Se o novo indicador for melhor, as contas do crescimento econômico deverão
ser mais confiáveis, porque o deflator aplicado aos valores será mais realista.
Mas essa mudança ainda é promessa. Por enquanto, vale o velho roteiro.
Segundo o governo, os preços ao consumidor subiram 10,9% em 2013. Segundo
fontes independentes, a inflação deve ter superado 28%. Além de produzir números
sem credibilidade, o governo continua tentando frear a inflação por meio de
controles de preços e ameaças. A escassez é consequência normal desse tipo de
política.
Segundo o secretário de Comércio Interior, Augusto Costa, faltam quase 50%
dos produtos em alguns supermercados. O antecessor de Costa, Guillermo Moreno,
costumava impor limites de preços por meio de ameaças, o mesmo recurso usado,
com frequência, para proibir importações, principalmente de produtos
brasileiros. Moreno deixou o governo, mas a ingerência nos preços e o
protecionismo foram mantidos. Também houve mudança no Ministério da Economia. O
novo responsável, Alex Kicillof, preserva o costume de atacar os empresários, em
vez de se ocupar com as causas da inflação.

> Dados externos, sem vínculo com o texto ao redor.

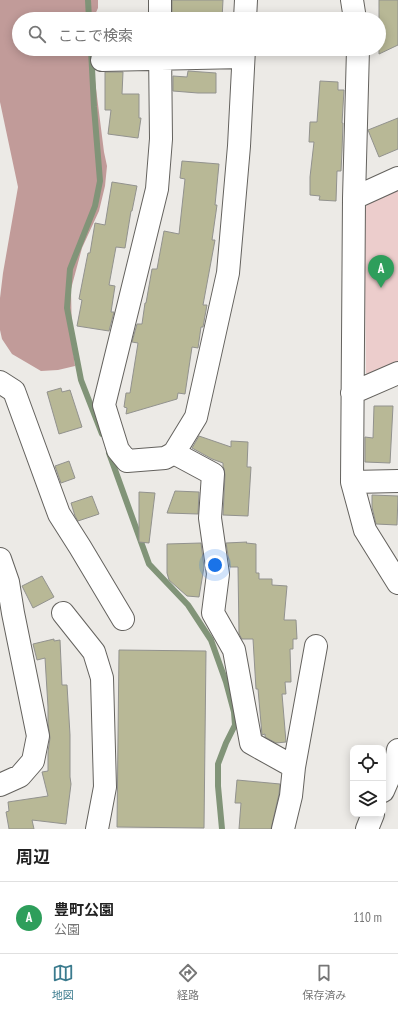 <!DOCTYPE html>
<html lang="ja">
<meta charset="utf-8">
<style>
body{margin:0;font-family:"PT Sans Narrow","Noto Sans JP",sans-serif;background:#f6f6f6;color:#222}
.controls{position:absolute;right:12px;bottom:12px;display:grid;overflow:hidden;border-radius:8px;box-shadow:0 2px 10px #0003}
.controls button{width:36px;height:36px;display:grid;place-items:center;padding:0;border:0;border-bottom:1px solid #e0e0e0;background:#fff;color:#222;font:20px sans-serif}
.you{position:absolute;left:215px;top:565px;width:14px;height:14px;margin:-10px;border:3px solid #fff;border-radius:50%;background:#1a73e8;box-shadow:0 0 0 6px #1a73e833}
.badge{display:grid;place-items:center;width:26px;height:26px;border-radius:50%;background:#3b7b8e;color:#fff;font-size:13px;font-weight:700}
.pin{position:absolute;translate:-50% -33px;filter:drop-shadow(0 1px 2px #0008)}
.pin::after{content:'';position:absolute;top:21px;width:14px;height:12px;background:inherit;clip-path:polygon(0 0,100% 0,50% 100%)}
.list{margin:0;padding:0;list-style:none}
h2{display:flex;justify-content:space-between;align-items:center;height:52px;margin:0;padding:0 16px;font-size:17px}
h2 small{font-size:13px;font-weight:400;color:#767676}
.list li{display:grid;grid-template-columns:26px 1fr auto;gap:12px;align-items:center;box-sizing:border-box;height:72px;padding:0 16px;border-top:1px solid #e0e0e0}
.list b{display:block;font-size:15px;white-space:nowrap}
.list p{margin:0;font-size:13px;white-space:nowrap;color:#767676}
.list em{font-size:13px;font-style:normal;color:#767676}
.icon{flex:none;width:22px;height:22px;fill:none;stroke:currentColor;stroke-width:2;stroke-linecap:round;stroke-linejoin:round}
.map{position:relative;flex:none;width:398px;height:829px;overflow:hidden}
.search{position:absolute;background:#fff;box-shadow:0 2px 10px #0003;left:12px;right:12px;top:12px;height:44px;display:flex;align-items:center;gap:10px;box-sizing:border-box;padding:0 14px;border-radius:22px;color:#767676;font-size:15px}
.sheet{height:124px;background:#fff}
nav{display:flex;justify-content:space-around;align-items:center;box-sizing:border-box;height:56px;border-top:1px solid #e0e0e0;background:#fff;font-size:11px;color:#767676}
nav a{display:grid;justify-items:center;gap:2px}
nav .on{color:#3b7b8e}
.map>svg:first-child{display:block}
</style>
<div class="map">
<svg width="398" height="829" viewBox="0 0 398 829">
<rect width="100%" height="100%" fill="#eceae6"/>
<path fill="#eccdcc" d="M398,188V366L374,377L366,373L364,210L370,200Z"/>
<path fill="#c19b99" d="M0,0H98V8L93,19H19V49H91L104,152L107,166L105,186L99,211L82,248L71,289L72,341L75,366L58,370L41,371L12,354L2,339L0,330V298L3,273L18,187L0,102Z"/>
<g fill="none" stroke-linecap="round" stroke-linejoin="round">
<path stroke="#819478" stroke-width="6" d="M88,0L89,19
M91,49L94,107L100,181L95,206L70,269L67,308L81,380L102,434
M109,453L149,564L188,605L211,640L226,682L234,712L235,725L226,743L218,764V786L222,829"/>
</g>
<path fill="#b8b896" stroke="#92928e" d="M172,0H223L222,19H172Z
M379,0H398V45L379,54Z
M188,71L216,73V93H198L173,91V76L187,77Z
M105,72H123L122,94H139V118H141L138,138L108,134L111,110H105Z
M320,81L338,82V90H344L342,123H343L342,151L341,171H337L336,201L319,200L320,196L310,195V177L314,142H309L310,122H317Z
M398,118V149L379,157L368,130Z
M182,161L219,164L215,205H217L212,240H215L203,305H207L203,327H201L198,348L192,347L185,394L178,393L177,399L126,414L127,408L124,407L126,393H130L138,343L132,342L137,324H142L145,303H146L152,269H157L164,231L179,234L185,179L180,178Z
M112,182L137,186L132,211H131L125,248L116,247L109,285L115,286L111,312H114L109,331L77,326L82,300L79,299L88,253H90L95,223L105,225Z
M61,388L62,392L70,390L82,427L59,434L47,392Z
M374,406H393L390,463L365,462V437L373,438Z
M199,436L231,447V441L248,442L247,467H251L248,516L223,515L225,475L224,468L223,467V463L212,459L192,448Z
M69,461L75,478L61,483L55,466Z
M175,491L199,492L198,514L167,513Z
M139,492L155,493L149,543L139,542Z
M372,495L398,496L397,525L376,524L372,507Z
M92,496L99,514L78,521L75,516L71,503Z
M247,542L246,543L256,544V573H259V579H272V585L287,586L284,620H296L297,639H293V649H290L291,682H285L286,694H282L286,742L276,743L265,737V734L262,735L258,689H256L253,639H242L239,634L238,567H230L226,543Z
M201,543L204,567L199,597L187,596L169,580L167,573V544Z
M42,576L54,597L33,608L22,586Z
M54,639V641L60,640L62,685H67L70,735V777L71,784L66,824L32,820L34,829H9L6,812L9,811L8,802L48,796L42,772L48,771V752L50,738L48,723V707L45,658L37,660L33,644Z
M119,650L206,651L204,828L117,827Z
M237,780L280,784L279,794L271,829H239L241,803H235Z"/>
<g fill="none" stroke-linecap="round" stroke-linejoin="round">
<g stroke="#64625e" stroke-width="24">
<path id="street" d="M160,0V19
M352,0L355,19
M245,19L246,0
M160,49L161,139L157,189L104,405L118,450L127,461L165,458L174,453L196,417L228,273L239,146L244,49
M358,49L354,198L352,482L365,530L398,583
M102,60L243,57
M354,198L398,178
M0,382L14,391L59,514L80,547L123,619
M352,393L398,373
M174,453L213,474L210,518L218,574L213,613L234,650L251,743L294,767
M352,482L398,481
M0,559L8,582L13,613L38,736L33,761L20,776L0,785
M63,613L94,652L102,678L105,787L97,829
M383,791L396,761L398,750
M283,829L291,796L294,767L316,646
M367,829L373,814"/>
</g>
<use href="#street" stroke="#fff" stroke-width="22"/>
</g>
</svg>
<div class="controls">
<button><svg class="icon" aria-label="locate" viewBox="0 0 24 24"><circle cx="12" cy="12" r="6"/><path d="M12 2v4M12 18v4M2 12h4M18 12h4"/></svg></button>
<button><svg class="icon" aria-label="layers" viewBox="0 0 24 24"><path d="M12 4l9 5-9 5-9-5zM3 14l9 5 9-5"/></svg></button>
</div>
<div class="you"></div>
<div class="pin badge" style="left:381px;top:288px;background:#2e9e5b">A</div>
<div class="search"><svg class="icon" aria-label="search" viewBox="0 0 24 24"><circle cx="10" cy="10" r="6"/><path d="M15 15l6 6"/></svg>ここで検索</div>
</div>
<section class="sheet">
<h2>周辺<small></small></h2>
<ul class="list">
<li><span class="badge" style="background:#2e9e5b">A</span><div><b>豊町公園</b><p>公園</p></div><em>110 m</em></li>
</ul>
</section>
<nav>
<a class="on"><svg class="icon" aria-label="map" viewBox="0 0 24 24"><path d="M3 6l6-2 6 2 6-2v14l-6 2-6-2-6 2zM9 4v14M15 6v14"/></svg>地図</a>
<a><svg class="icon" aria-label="directions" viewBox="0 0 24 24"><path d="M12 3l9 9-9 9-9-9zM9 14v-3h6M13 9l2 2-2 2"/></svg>経路</a>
<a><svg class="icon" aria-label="saved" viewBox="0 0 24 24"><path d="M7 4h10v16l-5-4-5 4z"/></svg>保存済み</a>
</nav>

Se empresários mal-intencionados causam a inflação, especuladores inimigos
devem ser culpados pelos problemas cambiais. A desvalorização do peso nos
últimos dias foi atribuída pelo chefe do Gabinete de Ministros, Jorge
Capitanich, a interessados em quebrar o país para "ficar com seus recursos
energéticos e naturais a preço de liquidação". Também o governo brasileiro tem
usado esse discurso: a inflação e a crise da indústria são importadas. Se a
culpa é dos outros, nada há para corrigir.